Oversee the records management program to ensure quality, accuracy, and efficiency, while adhering to policies and compliance standards. This position encompasses records management, auditing, metrics and reporting, process improvement, discrepancy management, and data security. Job duties:

• Facilitate the records management program to ensure that the maintenance, retrieval, inventory, retention, and destruction of all records are in accordance with retention policy.

• Organize, assign, and process incoming records and requests promptly and accurately.

• Maintain an organized inventory, directory, or index of all records in the validated records management system.

• Partner with customers and team to ensure the correct and timely implementation of customer requests.

• Prepare metrics for records management, advise of changes, and recommend enhancements to existing processes.

• Verify other's work and perform audits to ensure accurate entry, filing, and maintenance of controlled documents and records.

• Provide instruction, training, or assistance to junior staff.

• Provide updates on current industry best practices and professional trends.

• Partner with stakeholders to digitize physical hardcopy records.

• Conduct research and retrieve information and documents as requested.

• Collaborate with stakeholders to determine and implement records management/ retention requirements specific to their functional area.

• Keep abreast of applicable regulations and emerging trends related to records management.

• Support set up and management of the secured archival room.

• Maintain knowledge of information governance, knowledge management, records management, and data security best practices.

• Responsible for the review of Quality Systems Records to ensure compliance and completeness to the records.

• Review batch records to ensure compliance with applicable GMPs, policies, procedures, and guidelines.
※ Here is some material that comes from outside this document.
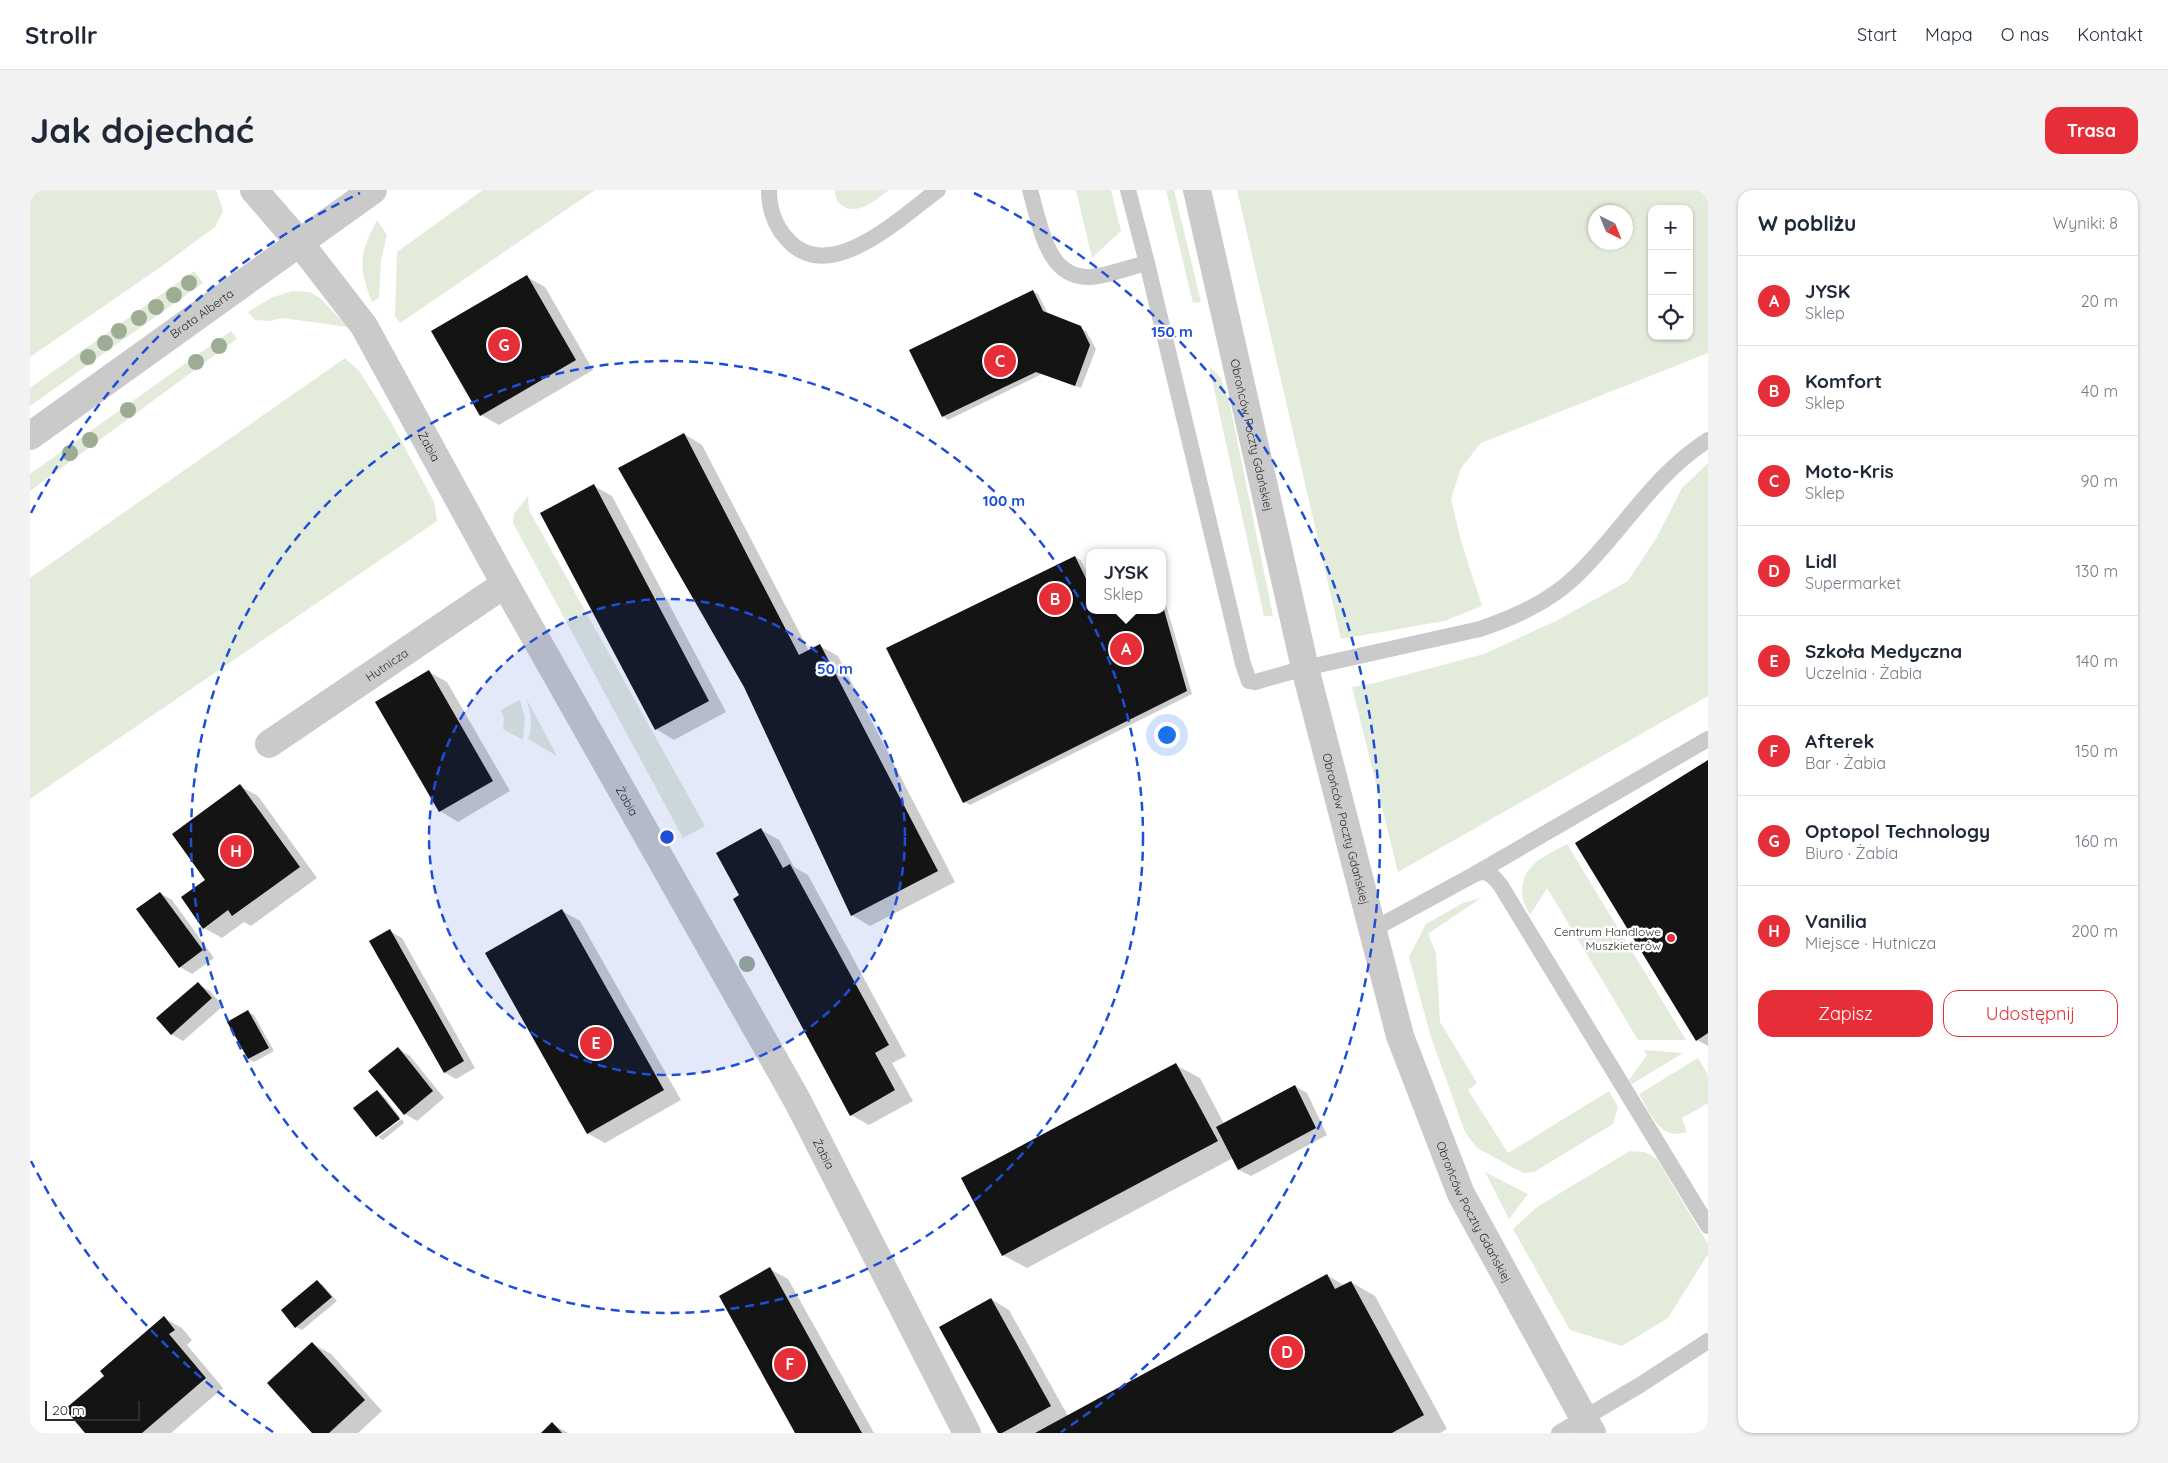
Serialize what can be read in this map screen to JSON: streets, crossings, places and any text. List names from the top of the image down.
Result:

• Evaluate potential discrepancies detected in batch records and determine the need for a corrective action.

• Track/trend batch record discrepancies per procedural requirements and work with other departments to evaluate the discrepancies to establish necessary actions to reduce errors.

• Support Quality Systems training activities.

• Assist with Quality Training metrics management.

• Assist in preparation for audits and quality inspections.

• Provide full audit and inspection support.

• Trained in Doc Control process and provide back-up support as needed.

• Maintain high proficiency in departmental procedures.

• Assist in the development of departmental policies and procedures.

• Write and update departmental procedures to ensure efficiency, standardization, and accuracy.

• Provide input to Document Control Management on pending issues and proposed resolutions.

• Provide document and record assistance to internal customers.

• Comply with applicable Laws and Regulations, adhere to Quality Management System processes and requirements as well as demonstrate Ethics and Integrity in all matters and at all levels throughout the organization.

• Perform additional duties as assigned.

Auto req ID:

12326BR

Location:

Aliso Viejo, California, USA

Department Name:

340-Document Control

Qualifications:

1. Bachelor’s degree or equivalent combination of education and experience.

2. Minimum five (5) years of Quality Systems experience in a medical device industry.

3. Knowledge of QSR, MDD, CMDR, EN ISO 13485, GCP, RDC ANVISA 16/2013, MHLW MO169, TG(MD)R Sch 3, TG(MD)R Statutory Rules No. 236, EN ISO 14971, and any applicable requirements of regulatory authorities participating in the MDSAP program.

4. Demonstrated strong knowledge of Records Management fundamentals, Quality Systems, and GMP requirements.

5. Experience with Records Management Systems.

6. Experience with internal and external audits.

7. Proficient with MS Office, including Word, Excel, Outlook, and Teams.

8. Strong attention to detail.

9. Strong written and verbal communication skills.

10. Good interpersonal skills.

11. Attentive to timely task completion.

Desired Qualifications

1. Document preparation and formatting experience/skills.

2. Audit support experience.

3. Training creation experience.

4. Knowledge of Quality System requirements.

5. Ability to handle multiple tasks at one time.

External-Facing Title:

Sr. Specialist, Quality Records

Posting Country:

US - United States

Salary Range:

$69,145 - $96,802 (Compensation could be higher based on education, experience and skill sets)

We are an equal opportunity employer and all qualified applicants will receive consideration for employment without regard to race, color, ethnicity, disability, religion, national origin, gender, gender identity, gender expression, marital status, sexual orientation, age, protected veteran status, or any other characteristic protected by law.